The sensing section cannot be formed by merely incorporating transmitting and receiving antennas directly into a metal pipe section since metal will short out and/or distort the signal. Consequently, antennas are typically installed in non-conductive material. In the past, sensing sections have been formed by coating a section of metal pipe having a reduced diameter with an insulating material. The transmitter and receiver are placed on the insulating layer and then covered with a second insulating layer, such as fiberglass, rubber or epoxy, for protection. Since the body of the sensing section is composed of a metal pipe section, the sensing section can be readily connected into the bottom hole assembly using standard threaded metal couplings. A sensing section of this type is disclosed in the aforementioned U.S. Pat. No. 5,280,243 (Miller).
Unfortunately, this approach is not workable in small diameter drill strings.

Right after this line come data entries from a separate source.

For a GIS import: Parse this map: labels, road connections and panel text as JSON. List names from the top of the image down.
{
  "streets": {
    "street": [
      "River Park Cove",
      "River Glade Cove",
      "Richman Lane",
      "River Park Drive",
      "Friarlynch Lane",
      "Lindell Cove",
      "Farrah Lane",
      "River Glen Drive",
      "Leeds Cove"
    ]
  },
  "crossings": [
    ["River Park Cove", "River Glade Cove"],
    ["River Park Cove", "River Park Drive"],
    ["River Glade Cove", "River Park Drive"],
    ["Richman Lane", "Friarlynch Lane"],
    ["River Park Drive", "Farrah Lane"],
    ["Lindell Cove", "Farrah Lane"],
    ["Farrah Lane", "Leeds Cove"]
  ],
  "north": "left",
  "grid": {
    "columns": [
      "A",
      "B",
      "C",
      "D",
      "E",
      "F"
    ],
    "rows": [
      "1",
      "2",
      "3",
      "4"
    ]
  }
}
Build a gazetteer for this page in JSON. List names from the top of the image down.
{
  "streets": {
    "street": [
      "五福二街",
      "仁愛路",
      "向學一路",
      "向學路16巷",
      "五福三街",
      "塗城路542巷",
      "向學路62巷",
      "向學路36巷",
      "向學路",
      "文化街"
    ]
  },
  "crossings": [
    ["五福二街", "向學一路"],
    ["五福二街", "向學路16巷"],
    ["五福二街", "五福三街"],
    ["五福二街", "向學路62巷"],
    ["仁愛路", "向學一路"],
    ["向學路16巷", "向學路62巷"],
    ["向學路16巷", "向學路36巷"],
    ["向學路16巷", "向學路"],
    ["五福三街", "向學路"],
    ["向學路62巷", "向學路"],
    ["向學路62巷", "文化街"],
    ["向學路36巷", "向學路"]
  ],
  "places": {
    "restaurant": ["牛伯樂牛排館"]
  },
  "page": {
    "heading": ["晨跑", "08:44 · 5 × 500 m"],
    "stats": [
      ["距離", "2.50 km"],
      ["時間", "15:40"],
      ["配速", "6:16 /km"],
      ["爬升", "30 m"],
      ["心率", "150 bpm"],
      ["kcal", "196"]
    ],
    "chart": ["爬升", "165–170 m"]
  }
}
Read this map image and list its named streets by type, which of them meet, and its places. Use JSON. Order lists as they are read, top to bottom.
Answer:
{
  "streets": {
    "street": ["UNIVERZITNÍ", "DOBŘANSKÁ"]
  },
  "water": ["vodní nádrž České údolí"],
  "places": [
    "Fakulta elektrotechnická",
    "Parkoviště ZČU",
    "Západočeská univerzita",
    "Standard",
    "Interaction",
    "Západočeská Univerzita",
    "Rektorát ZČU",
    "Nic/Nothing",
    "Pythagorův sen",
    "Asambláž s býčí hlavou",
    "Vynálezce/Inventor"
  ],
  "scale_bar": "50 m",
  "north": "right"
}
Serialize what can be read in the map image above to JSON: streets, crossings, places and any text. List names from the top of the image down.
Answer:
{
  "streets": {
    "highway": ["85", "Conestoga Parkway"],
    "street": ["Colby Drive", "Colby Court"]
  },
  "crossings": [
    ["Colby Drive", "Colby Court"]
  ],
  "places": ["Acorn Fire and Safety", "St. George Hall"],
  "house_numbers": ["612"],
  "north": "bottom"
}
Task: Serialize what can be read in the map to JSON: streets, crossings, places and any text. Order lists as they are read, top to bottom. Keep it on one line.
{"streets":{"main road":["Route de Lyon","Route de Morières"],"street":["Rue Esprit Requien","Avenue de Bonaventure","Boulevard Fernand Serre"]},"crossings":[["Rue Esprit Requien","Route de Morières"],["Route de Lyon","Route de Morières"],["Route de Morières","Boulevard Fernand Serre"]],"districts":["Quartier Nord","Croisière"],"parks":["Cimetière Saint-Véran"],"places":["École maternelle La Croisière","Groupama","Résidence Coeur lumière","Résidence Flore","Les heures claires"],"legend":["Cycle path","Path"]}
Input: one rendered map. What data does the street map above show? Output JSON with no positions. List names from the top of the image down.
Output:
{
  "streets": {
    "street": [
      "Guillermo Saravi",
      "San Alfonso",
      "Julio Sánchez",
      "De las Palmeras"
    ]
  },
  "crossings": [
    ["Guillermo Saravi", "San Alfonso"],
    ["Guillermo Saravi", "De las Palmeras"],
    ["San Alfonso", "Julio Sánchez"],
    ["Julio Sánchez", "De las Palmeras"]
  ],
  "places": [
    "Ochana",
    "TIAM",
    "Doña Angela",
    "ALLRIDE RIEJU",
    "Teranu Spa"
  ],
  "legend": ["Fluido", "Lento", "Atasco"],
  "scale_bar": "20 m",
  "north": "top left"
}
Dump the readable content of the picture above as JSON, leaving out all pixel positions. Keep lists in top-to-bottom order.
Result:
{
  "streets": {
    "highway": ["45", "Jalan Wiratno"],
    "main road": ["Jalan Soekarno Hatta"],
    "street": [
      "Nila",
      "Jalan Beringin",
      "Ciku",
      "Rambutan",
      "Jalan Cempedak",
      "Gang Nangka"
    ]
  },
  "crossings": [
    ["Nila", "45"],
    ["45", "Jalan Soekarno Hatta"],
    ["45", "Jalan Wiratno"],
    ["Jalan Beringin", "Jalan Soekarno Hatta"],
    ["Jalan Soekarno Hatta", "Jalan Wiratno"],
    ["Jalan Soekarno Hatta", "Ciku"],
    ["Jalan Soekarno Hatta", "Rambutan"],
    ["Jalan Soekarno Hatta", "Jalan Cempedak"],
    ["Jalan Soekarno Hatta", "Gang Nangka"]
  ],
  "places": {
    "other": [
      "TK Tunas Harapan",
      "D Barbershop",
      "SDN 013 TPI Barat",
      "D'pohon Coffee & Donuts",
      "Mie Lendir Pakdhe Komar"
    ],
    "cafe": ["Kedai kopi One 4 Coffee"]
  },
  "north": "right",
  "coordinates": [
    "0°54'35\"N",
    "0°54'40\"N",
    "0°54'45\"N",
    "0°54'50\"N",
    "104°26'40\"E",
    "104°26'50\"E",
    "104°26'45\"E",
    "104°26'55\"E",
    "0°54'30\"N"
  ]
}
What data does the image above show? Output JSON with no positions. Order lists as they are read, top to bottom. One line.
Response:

When the diameter of the metal pipe section supporting the insulating layers is reduced, the section becomes weaker and eventually is unable to withstand the mechanical forces imposed on the drill string. Moreover, in the case of MRI, the proximity of the metal pipe section interferes with the electromagnetic waves, thus distorting the analysis of the formation.
Consequently, it would be desirable to form a sensing section from a piping section formed from an electrically non-conductive and/or non-magnetic material, such as a composite material, so as to avoid the use of an underlying metallic pipe section. Unfortunately, this approach creates difficulties in joining the sensing section to the adjacent metallic members (e.g., the pipe couplings connecting the sensing section to the adjacent drill string sections). Traditional methods of joining non-metallic pipe sections, such as composite pipes, to metallic pipe couplings results in weak joints. Consequently, the large radial pressure gradient imposed across the joint as a result of the difference in the pressure of the drilling mud inside and outside of the drill string, combined with the high axial and torque loads, can cause failure of the joint (e.g., leaks).
Consequently, it would be desirable to provide an apparatus for connecting a section of an electrically non-conductive and/or non-magnetic conduit capable of carrying a pressurized fluid, such as a sensing section in a drill string, to a metallic coupling in such a way as to minimize the radial pressure gradient acting across the joint.
It is an object of the current invention to provide an apparatus for connecting a section of electrically non-conducting and/or non-magnetic pipe, such as a composite pipe, capable of carrying a pressurized fluid, to a metallic coupling in such a way as to minimize the radial pressure gradient acting across the joint. In one embodiment of the invention, this and other objects is accomplished in the sensor section of a drill string for drilling a bore through a formation that includes a plurality of sections through which a pressurized fluid flows. The sensing section is comprised of (i) a conduit formed from an electrically non-conductive material, the conduit having a passage formed therethrough, (ii) a sensor having means for sensing a characteristic of the formation, the sensor enclosed by the conduit, (iii) a coupling for connecting the conduit to one of the plurality of sections, the coupling joined to the conduit so as to form a joint therebetween, (iv) an inner sleeve having a passage formed therethrough for directing flow of the pressurized fluid, at least a portion of the inner sleeve disposed in the conduit passage and extending across the joint so as to form an annular chamber between the joint and the inner sleeve, (v) means for preventing flow communication between the pressurized fluid and the annular chamber, and (vi) means for reducing the pressure differential between the annular chamber and the bore.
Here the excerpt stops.